Records supplied:
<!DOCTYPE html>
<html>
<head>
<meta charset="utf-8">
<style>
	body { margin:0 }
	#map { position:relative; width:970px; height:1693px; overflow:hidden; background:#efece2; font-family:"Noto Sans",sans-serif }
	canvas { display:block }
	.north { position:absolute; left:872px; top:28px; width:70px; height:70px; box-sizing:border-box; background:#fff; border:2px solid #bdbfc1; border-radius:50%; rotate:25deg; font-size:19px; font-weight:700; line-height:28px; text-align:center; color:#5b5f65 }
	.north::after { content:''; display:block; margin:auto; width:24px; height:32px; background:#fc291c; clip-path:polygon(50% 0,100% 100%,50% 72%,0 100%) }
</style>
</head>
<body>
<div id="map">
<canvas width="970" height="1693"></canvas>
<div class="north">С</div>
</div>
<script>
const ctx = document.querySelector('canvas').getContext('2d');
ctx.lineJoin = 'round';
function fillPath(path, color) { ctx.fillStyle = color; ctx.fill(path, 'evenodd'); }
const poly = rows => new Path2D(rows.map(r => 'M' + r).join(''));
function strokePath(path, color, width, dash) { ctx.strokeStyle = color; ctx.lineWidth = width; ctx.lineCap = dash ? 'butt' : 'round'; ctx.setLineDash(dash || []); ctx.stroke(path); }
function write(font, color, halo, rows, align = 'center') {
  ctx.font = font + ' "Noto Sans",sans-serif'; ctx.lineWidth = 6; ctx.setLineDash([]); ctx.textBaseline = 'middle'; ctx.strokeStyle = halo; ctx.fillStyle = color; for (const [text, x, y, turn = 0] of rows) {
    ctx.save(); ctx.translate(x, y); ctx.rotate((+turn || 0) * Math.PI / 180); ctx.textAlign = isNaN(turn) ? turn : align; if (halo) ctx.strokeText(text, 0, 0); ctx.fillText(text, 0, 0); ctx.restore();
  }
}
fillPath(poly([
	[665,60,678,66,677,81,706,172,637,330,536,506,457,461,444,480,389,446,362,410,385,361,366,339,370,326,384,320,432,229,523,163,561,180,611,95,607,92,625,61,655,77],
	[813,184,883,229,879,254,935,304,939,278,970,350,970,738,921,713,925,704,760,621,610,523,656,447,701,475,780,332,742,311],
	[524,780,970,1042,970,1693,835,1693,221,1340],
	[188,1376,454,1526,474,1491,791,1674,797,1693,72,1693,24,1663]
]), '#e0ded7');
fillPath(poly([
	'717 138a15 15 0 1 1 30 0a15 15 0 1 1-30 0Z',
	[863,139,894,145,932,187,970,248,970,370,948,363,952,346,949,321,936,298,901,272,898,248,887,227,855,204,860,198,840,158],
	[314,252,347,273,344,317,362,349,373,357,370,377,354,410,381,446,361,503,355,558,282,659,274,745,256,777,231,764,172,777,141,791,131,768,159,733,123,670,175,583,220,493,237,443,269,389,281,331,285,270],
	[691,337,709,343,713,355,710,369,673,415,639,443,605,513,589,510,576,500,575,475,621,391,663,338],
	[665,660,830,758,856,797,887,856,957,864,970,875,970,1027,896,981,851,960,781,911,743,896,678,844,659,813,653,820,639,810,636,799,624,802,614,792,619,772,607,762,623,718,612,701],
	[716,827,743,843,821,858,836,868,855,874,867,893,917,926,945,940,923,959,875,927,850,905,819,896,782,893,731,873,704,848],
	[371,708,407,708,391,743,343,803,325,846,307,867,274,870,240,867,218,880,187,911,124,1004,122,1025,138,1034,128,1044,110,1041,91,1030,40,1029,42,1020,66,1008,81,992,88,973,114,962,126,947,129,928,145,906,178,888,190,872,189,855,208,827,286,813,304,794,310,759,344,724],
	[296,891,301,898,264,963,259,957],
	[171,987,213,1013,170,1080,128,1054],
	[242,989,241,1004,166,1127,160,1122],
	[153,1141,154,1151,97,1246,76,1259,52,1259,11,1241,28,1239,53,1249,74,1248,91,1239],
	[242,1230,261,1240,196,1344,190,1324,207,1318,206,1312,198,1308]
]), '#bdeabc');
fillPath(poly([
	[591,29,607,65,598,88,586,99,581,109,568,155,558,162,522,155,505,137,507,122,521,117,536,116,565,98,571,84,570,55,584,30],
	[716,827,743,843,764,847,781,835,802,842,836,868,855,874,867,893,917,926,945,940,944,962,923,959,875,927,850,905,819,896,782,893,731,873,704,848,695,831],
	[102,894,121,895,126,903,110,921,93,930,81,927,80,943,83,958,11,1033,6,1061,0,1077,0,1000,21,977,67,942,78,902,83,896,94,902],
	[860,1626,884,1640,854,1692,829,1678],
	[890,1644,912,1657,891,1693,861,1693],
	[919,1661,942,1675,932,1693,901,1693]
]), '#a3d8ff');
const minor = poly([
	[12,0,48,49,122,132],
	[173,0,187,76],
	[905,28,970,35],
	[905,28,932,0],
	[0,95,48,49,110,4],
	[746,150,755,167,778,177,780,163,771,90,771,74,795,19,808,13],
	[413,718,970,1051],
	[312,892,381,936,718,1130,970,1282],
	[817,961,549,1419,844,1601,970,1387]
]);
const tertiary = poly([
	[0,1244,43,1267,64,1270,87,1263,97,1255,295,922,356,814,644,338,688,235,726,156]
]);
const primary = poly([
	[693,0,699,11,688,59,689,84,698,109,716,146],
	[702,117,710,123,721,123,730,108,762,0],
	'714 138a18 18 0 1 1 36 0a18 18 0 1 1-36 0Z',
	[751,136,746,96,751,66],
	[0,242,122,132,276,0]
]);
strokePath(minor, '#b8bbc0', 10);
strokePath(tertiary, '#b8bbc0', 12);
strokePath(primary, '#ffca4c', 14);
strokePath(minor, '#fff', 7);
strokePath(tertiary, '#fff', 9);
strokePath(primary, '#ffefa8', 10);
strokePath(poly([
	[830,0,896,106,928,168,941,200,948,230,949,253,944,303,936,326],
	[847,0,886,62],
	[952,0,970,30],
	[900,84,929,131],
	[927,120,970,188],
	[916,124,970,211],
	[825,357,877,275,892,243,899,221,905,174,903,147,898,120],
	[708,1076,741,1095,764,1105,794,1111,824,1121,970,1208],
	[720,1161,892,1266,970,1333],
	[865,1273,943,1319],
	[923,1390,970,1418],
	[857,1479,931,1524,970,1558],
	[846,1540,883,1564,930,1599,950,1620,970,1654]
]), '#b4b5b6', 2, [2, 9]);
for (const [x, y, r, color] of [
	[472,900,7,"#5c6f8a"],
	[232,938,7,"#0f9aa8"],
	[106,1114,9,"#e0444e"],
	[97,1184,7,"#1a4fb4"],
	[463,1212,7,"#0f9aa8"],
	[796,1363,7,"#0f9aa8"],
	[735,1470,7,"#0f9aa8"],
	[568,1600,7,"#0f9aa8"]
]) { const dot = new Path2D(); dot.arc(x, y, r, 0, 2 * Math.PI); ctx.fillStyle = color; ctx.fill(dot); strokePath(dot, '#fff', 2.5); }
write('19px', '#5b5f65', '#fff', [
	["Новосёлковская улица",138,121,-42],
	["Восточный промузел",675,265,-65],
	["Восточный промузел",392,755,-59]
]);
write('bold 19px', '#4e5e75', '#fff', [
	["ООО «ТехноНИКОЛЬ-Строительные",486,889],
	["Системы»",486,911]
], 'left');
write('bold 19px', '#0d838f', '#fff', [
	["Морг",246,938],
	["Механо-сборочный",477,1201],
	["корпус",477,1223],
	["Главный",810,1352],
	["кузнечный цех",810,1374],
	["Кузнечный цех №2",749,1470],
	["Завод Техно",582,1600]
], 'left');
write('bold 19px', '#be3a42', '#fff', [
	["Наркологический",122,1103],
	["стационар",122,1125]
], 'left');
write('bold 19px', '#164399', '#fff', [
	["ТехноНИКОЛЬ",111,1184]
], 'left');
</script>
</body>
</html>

What you have to do:
Lines holding "rows" in the material above are to be reported.

Your solution:
const poly = rows => new Path2D(rows.map(r => 'M' + r).join(''));
function write(font, color, halo, rows, align = 'center') {
  ctx.font = font + ' "Noto Sans",sans-serif'; ctx.lineWidth = 6; ctx.setLineDash([]); ctx.textBaseline = 'middle'; ctx.strokeStyle = halo; ctx.fillStyle = color; for (const [text, x, y, turn = 0] of rows) {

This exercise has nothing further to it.